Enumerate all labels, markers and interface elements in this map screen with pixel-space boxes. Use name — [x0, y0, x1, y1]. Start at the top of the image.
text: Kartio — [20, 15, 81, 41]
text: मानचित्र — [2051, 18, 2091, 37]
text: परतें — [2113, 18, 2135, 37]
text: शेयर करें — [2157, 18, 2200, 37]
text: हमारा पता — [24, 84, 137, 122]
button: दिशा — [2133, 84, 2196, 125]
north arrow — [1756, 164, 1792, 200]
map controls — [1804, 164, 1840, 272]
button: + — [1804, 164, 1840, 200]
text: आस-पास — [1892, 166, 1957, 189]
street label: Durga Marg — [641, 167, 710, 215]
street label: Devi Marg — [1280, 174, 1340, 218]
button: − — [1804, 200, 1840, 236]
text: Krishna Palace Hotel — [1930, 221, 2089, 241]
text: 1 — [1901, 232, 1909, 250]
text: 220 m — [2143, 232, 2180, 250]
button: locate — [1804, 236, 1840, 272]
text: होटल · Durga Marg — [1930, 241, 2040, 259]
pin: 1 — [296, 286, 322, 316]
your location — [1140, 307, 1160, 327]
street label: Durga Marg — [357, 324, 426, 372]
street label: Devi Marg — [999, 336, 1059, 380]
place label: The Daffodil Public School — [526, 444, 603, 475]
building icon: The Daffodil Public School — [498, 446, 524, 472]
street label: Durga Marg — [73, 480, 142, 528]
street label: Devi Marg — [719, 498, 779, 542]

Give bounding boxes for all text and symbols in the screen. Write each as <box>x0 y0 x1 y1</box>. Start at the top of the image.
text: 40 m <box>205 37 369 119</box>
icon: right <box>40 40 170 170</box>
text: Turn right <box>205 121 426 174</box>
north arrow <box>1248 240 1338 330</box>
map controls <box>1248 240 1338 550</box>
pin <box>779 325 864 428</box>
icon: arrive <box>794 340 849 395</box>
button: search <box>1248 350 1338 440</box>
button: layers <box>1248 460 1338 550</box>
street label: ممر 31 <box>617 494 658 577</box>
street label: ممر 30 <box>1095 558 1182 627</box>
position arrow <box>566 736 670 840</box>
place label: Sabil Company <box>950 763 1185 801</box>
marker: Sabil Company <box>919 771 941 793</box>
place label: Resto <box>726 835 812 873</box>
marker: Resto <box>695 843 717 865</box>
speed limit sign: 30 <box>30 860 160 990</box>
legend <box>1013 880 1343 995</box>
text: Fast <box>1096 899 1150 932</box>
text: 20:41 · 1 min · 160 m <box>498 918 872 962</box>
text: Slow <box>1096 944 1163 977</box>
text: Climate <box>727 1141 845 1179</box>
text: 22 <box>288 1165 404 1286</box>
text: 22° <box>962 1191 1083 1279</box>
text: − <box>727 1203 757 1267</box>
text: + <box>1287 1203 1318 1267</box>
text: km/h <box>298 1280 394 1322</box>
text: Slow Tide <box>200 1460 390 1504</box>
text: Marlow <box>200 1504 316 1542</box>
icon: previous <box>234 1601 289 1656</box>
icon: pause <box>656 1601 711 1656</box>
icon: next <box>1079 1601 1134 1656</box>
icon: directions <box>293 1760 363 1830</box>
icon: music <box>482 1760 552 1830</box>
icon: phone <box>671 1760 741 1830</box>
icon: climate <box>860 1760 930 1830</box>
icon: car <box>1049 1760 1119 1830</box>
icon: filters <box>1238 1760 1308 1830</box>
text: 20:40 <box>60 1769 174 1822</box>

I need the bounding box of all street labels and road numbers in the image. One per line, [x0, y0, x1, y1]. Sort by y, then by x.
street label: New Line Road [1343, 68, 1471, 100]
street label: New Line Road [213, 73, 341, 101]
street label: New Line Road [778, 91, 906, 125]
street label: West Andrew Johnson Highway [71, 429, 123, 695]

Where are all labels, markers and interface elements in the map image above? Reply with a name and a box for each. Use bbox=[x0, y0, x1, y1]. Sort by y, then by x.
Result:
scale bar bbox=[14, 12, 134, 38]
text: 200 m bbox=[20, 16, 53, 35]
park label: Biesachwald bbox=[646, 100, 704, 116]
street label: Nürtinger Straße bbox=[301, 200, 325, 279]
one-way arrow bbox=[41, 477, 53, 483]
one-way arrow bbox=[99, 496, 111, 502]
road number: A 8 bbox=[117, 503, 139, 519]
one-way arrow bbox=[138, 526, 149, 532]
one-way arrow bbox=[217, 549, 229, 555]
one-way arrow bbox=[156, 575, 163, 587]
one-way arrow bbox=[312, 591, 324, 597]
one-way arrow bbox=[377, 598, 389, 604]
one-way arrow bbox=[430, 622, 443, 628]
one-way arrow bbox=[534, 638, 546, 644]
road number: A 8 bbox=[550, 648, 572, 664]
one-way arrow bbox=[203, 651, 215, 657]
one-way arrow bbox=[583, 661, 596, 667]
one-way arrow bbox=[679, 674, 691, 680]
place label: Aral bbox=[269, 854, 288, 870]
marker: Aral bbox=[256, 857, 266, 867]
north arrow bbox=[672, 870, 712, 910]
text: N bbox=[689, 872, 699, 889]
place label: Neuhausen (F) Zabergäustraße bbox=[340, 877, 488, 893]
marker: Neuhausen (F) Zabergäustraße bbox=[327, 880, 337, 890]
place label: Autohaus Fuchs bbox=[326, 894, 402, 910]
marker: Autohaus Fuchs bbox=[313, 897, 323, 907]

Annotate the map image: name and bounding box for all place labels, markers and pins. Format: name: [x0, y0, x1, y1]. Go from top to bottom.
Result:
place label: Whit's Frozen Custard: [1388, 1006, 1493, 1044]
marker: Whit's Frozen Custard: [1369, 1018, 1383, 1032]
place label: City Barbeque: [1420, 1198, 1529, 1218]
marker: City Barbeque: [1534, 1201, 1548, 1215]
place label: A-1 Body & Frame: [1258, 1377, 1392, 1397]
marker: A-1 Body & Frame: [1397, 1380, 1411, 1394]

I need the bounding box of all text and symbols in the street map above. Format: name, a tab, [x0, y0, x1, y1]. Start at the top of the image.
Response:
☆ ☆ ☆
The answer should be the full listing, repeated without any change.

== Problem solution ==
Enumerate all labels, markers and interface elements in this map screen with pixel-space boxes. Use name — [x0, y0, x1, y1]. Start at the top of the image.
text: Kartio — [20, 15, 81, 41]
text: मानचित्र — [2051, 18, 2091, 37]
text: परतें — [2113, 18, 2135, 37]
text: शेयर करें — [2157, 18, 2200, 37]
text: हमारा पता — [24, 84, 137, 122]
button: दिशा — [2133, 84, 2196, 125]
north arrow — [1756, 164, 1792, 200]
map controls — [1804, 164, 1840, 272]
button: + — [1804, 164, 1840, 200]
text: आस-पास — [1892, 166, 1957, 189]
street label: Durga Marg — [641, 167, 710, 215]
street label: Devi Marg — [1280, 174, 1340, 218]
button: − — [1804, 200, 1840, 236]
text: Krishna Palace Hotel — [1930, 221, 2089, 241]
text: 1 — [1901, 232, 1909, 250]
text: 220 m — [2143, 232, 2180, 250]
button: locate — [1804, 236, 1840, 272]
text: होटल · Durga Marg — [1930, 241, 2040, 259]
pin: 1 — [296, 286, 322, 316]
your location — [1140, 307, 1160, 327]
street label: Durga Marg — [357, 324, 426, 372]
street label: Devi Marg — [999, 336, 1059, 380]
place label: The Daffodil Public School — [526, 444, 603, 475]
building icon: The Daffodil Public School — [498, 446, 524, 472]
street label: Durga Marg — [73, 480, 142, 528]
street label: Devi Marg — [719, 498, 779, 542]

Give bounding boxes for all text and symbols in the screen. Write each as <box>x0 y0 x1 y1</box>. Start at the top of the image.
text: 40 m <box>205 37 369 119</box>
icon: right <box>40 40 170 170</box>
text: Turn right <box>205 121 426 174</box>
north arrow <box>1248 240 1338 330</box>
map controls <box>1248 240 1338 550</box>
pin <box>779 325 864 428</box>
icon: arrive <box>794 340 849 395</box>
button: search <box>1248 350 1338 440</box>
button: layers <box>1248 460 1338 550</box>
street label: ممر 31 <box>617 494 658 577</box>
street label: ممر 30 <box>1095 558 1182 627</box>
position arrow <box>566 736 670 840</box>
place label: Sabil Company <box>950 763 1185 801</box>
marker: Sabil Company <box>919 771 941 793</box>
place label: Resto <box>726 835 812 873</box>
marker: Resto <box>695 843 717 865</box>
speed limit sign: 30 <box>30 860 160 990</box>
legend <box>1013 880 1343 995</box>
text: Fast <box>1096 899 1150 932</box>
text: 20:41 · 1 min · 160 m <box>498 918 872 962</box>
text: Slow <box>1096 944 1163 977</box>
text: Climate <box>727 1141 845 1179</box>
text: 22 <box>288 1165 404 1286</box>
text: 22° <box>962 1191 1083 1279</box>
text: − <box>727 1203 757 1267</box>
text: + <box>1287 1203 1318 1267</box>
text: km/h <box>298 1280 394 1322</box>
text: Slow Tide <box>200 1460 390 1504</box>
text: Marlow <box>200 1504 316 1542</box>
icon: previous <box>234 1601 289 1656</box>
icon: pause <box>656 1601 711 1656</box>
icon: next <box>1079 1601 1134 1656</box>
icon: directions <box>293 1760 363 1830</box>
icon: music <box>482 1760 552 1830</box>
icon: phone <box>671 1760 741 1830</box>
icon: climate <box>860 1760 930 1830</box>
icon: car <box>1049 1760 1119 1830</box>
icon: filters <box>1238 1760 1308 1830</box>
text: 20:40 <box>60 1769 174 1822</box>

I need the bounding box of all street labels and road numbers in the image. One per line, [x0, y0, x1, y1]. Sort by y, then by x.
street label: New Line Road [1343, 68, 1471, 100]
street label: New Line Road [213, 73, 341, 101]
street label: New Line Road [778, 91, 906, 125]
street label: West Andrew Johnson Highway [71, 429, 123, 695]

Where are all labels, markers and interface elements in the map image above? Reply with a name and a box for each. Use bbox=[x0, y0, x1, y1]. Sort by y, then by x.
Result:
scale bar bbox=[14, 12, 134, 38]
text: 200 m bbox=[20, 16, 53, 35]
park label: Biesachwald bbox=[646, 100, 704, 116]
street label: Nürtinger Straße bbox=[301, 200, 325, 279]
one-way arrow bbox=[41, 477, 53, 483]
one-way arrow bbox=[99, 496, 111, 502]
road number: A 8 bbox=[117, 503, 139, 519]
one-way arrow bbox=[138, 526, 149, 532]
one-way arrow bbox=[217, 549, 229, 555]
one-way arrow bbox=[156, 575, 163, 587]
one-way arrow bbox=[312, 591, 324, 597]
one-way arrow bbox=[377, 598, 389, 604]
one-way arrow bbox=[430, 622, 443, 628]
one-way arrow bbox=[534, 638, 546, 644]
road number: A 8 bbox=[550, 648, 572, 664]
one-way arrow bbox=[203, 651, 215, 657]
one-way arrow bbox=[583, 661, 596, 667]
one-way arrow bbox=[679, 674, 691, 680]
place label: Aral bbox=[269, 854, 288, 870]
marker: Aral bbox=[256, 857, 266, 867]
north arrow bbox=[672, 870, 712, 910]
text: N bbox=[689, 872, 699, 889]
place label: Neuhausen (F) Zabergäustraße bbox=[340, 877, 488, 893]
marker: Neuhausen (F) Zabergäustraße bbox=[327, 880, 337, 890]
place label: Autohaus Fuchs bbox=[326, 894, 402, 910]
marker: Autohaus Fuchs bbox=[313, 897, 323, 907]

Annotate the map image: name and bounding box for all place labels, markers and pins. Format: name: [x0, y0, x1, y1]. Go from top to bottom.
Result:
place label: Whit's Frozen Custard: [1388, 1006, 1493, 1044]
marker: Whit's Frozen Custard: [1369, 1018, 1383, 1032]
place label: City Barbeque: [1420, 1198, 1529, 1218]
marker: City Barbeque: [1534, 1201, 1548, 1215]
place label: A-1 Body & Frame: [1258, 1377, 1392, 1397]
marker: A-1 Body & Frame: [1397, 1380, 1411, 1394]

I need the bounding box of all text and symbols in the street map above. Format: name, a tab, [x0, y0, x1, y1]. Start at the top of the image.
Response:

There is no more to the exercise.